Friday, September 14, 2012

Potato Harvest


Sorry it has taken me so long to post. I think I have several subjects simmering and waiting to be written about. I will get to it. Most of you remember how I made potato towers last year out of chicken wire lined with straw and filled with soil.  (see here) This year I used the many paper grocery bags that I got from the grocery store as liners. They were a lot easier and quicker to put together. (cheaper than straw too) I planted 9 towers with three seed potatoes in the bottom of each one adding a liberal amount of bone meal (my dog Lucy was convinced I had buried bones and was very confused). I covered each with about 3 or 4 inches of soil and waited. When the plants started showing up I started adding more soil to each tower. I kept doing that until the towers were filled and I ran out of soil.  I also placed a layer of straw mulch on the top of each tower when I was finished filling them. This allowed me to water less. Over watering potatoes can lead to rotting and I think less is more. I watered well when I first planted and then left them mostly alone watering only if and when they got dry. I think if the towers had been five feet tall those plants would have just kept growing. As it was each tower was about 18 inches to 2 feet high, the width of a grocery bag. Those potatoes grew so well that the spuds were poking out of the top of the soil. Needless to say we had several meals with those potatoes. It was fun to trek down to the garden just before starting dinner, put on a glove and shove my hand into that nice soft soil and yank out a big fat potato. Several dinner guest got a kick out of doing that too.
They were growing so well that I finally just had to bend the plants over and stick them inside the tower to get them to quit growing! This also shaded the potatoes that were trying to jump out of the soil. After leaving them for two weeks to age (this allows the skins to set and increases storage ability) my daughter and I harvested two banana boxes of them by simply lifting the wire up and letting everything fall to the ground where we could sift through it. Now this is a kid that doesn't like gardening but she kept saying "Oh! Potato!" every time she picked one up. Well almost every time.  I had planted both red Chieftain and Yukon Gold. I don't have a scale so if I had to guess I would say we had about 30 lbs that we harvested and at least 15 more that we had already used. Not bad for an investment of less than 30 seed potatoes. Some had been saved from the previous year.

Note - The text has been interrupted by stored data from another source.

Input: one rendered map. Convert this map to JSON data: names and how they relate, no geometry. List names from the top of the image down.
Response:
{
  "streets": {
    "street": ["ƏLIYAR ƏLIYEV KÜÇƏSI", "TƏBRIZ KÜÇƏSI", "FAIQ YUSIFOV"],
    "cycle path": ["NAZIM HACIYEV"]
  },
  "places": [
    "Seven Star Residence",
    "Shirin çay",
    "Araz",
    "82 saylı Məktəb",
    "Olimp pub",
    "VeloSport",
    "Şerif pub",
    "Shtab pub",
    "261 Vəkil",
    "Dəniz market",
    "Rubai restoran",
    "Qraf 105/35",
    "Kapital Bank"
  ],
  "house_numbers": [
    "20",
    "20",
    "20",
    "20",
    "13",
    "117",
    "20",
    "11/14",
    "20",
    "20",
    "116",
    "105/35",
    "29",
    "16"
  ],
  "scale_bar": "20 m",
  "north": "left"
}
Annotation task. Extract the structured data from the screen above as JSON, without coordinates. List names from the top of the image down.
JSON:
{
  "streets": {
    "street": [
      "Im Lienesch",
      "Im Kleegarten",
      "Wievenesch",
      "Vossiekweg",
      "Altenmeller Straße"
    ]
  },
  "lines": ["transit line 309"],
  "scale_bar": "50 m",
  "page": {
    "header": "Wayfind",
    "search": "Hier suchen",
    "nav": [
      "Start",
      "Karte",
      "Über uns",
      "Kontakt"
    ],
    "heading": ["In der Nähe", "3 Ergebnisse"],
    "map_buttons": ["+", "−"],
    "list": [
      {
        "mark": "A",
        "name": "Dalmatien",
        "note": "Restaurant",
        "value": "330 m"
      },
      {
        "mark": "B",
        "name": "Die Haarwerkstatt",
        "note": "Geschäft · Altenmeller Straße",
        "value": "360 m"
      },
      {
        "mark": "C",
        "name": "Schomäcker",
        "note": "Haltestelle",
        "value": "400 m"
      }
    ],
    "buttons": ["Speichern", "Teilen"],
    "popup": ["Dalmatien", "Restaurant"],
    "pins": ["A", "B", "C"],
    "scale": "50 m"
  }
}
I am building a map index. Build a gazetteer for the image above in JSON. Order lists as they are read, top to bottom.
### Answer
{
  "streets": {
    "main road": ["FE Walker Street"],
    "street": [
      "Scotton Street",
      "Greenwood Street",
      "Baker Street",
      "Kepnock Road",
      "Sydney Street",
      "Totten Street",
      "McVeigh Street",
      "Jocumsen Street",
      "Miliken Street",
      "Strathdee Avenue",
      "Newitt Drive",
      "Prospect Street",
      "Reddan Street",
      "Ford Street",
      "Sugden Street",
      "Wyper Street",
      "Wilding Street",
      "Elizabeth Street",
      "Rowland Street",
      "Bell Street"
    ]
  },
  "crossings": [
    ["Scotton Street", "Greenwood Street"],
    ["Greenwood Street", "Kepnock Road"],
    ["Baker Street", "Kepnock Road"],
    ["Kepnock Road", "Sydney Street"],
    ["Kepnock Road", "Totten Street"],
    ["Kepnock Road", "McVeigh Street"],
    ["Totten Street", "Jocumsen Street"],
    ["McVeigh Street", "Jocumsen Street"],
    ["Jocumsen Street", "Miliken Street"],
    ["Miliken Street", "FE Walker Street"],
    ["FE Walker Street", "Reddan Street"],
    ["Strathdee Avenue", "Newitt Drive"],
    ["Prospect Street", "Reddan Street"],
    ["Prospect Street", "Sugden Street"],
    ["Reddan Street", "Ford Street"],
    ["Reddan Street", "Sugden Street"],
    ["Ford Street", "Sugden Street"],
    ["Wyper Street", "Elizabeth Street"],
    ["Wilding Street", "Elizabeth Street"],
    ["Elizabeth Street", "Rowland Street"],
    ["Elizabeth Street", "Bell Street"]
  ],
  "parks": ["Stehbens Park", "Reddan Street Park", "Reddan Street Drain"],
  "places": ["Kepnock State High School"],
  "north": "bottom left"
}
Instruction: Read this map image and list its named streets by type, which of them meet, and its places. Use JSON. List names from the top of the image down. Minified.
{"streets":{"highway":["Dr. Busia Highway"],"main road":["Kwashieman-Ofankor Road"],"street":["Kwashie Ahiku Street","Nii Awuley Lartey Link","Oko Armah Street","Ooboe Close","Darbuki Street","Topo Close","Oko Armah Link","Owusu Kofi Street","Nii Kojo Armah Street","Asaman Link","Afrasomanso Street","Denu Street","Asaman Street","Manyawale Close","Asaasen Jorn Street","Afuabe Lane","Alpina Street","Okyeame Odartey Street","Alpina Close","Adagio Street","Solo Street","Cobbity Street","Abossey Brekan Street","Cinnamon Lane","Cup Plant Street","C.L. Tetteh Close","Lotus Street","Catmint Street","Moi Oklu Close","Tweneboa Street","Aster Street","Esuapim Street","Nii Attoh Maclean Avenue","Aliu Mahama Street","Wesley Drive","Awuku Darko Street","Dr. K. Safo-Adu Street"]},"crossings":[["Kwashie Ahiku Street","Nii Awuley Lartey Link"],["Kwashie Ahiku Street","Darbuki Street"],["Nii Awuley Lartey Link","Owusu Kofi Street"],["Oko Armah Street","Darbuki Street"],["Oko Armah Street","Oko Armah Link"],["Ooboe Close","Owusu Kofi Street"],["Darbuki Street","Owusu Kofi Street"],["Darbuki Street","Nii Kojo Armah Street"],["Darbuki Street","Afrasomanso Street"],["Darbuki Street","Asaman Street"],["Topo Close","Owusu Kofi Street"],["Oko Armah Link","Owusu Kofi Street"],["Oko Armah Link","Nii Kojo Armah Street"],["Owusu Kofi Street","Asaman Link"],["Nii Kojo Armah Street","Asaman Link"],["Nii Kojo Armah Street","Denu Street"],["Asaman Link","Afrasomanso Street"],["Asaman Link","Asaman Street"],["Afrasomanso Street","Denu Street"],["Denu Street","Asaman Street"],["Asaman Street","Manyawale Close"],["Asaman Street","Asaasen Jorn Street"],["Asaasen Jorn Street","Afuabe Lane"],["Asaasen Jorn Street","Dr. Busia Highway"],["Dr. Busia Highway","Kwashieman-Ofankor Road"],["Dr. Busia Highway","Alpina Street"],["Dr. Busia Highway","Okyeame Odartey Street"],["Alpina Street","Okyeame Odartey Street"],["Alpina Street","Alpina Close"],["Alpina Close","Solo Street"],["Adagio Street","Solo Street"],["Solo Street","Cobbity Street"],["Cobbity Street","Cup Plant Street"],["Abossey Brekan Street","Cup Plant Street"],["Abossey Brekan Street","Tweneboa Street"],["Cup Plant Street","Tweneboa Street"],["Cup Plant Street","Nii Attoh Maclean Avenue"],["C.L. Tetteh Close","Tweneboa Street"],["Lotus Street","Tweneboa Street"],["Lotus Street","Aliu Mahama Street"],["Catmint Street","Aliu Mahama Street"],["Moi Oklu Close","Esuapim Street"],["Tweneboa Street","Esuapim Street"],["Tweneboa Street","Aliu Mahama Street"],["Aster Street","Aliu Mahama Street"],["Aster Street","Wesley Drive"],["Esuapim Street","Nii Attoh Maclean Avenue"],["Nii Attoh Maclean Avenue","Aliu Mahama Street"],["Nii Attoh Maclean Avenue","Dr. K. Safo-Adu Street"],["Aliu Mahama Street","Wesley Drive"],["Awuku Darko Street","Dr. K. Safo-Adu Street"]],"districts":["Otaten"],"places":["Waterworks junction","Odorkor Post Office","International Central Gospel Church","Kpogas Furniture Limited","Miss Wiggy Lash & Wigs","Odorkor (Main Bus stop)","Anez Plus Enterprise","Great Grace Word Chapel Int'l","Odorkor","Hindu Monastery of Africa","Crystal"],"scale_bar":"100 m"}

I have tried several methods to grow potatoes and so far this is my favorite. I think the fact that the towers are lined with paper or straw allows the plants to "breath". I have tried growing in buckets and garbage cans but this works the best so far. I save the chicken wire baskets from one year to the next so once they're made your good and they can be flattened for storage. The towers keep the chickens from scratching in the soil and this allows me to grow potatoes outside the garden fence extending the total growing area of the garden and killing the grass so that the next year I can extend the growing area without killing myself removing the turf.  The deer so far have left the potatoes alone.

Potato trench. Click to enlarge
I was very late planting the russets and they went in in July. I ended up making one russet tower outside the fence and the rest of the russets were planted in a trench inside the garden fence. That trench was line with chicken wire, a thin layer of straw,  then potatoes were lined up in the trench on top of the straw and covered with soil and bone meal. I used the soil that had been dug out and placed on the sides to hill up as the plants grew. The idea is to be able to harvest the potatoes by pulling the wire up. We will see how that works. I was about 2 months late getting those in so they are still in the garden and the geese ate all the leaves off of the russet tower last week so who knows how that will be.

I use to think growing potatoes was a waste of time. After all they are usually relatively cheap at the store.  I was wrong. There is no comparison. A fresh potato actually cracks like a fresh apple when you cut into it and the taste is amazing. Plus what else can you plant in the garden that can give you such a calorie dense return? Maybe carrots? Potatoes are fun to grow and add a lot to your self sufficiency. Next year I think I will try taller towers.

What I learned this year?
1. Potatoes will not grow in wood chips even if they are full of chicken poo. I had been dumping the wood chips from the coop in the area that I was going to put towers to help kill the grass. I noticed that not one potato had rooted in the chips.

2. Towers allow the potato plants to breath. I think that garbage can trick is a myth.

3. Use bone meal. Apparently potatoes are a potassium rich vegi.

4. Don't over water!

5. Plant early.

6. There is no potato like a fresh potato.











4 comments:

Izzy said...

Wholey Smokes! That's a neat idea. I may have to give that a try here. I tried them in the ground last year and I got nothing but rotten seed potatoes. I too gave up. You have inspired me!

sista said...

I really recommend it. Thanks for looking.

Jane said...

I am so excited to try this next year! I did the trashcan method, and you are right, I don't think it gave them enough space to breath, a lot of my seed potatoes just rotted. Thanks for the inspiration! Enjoy your potato harvest :)

Randy said...

Did you by chance do an earlier blog with more details on the tower construction? I like this idea. Like the idea of moving potatoes outside the fence.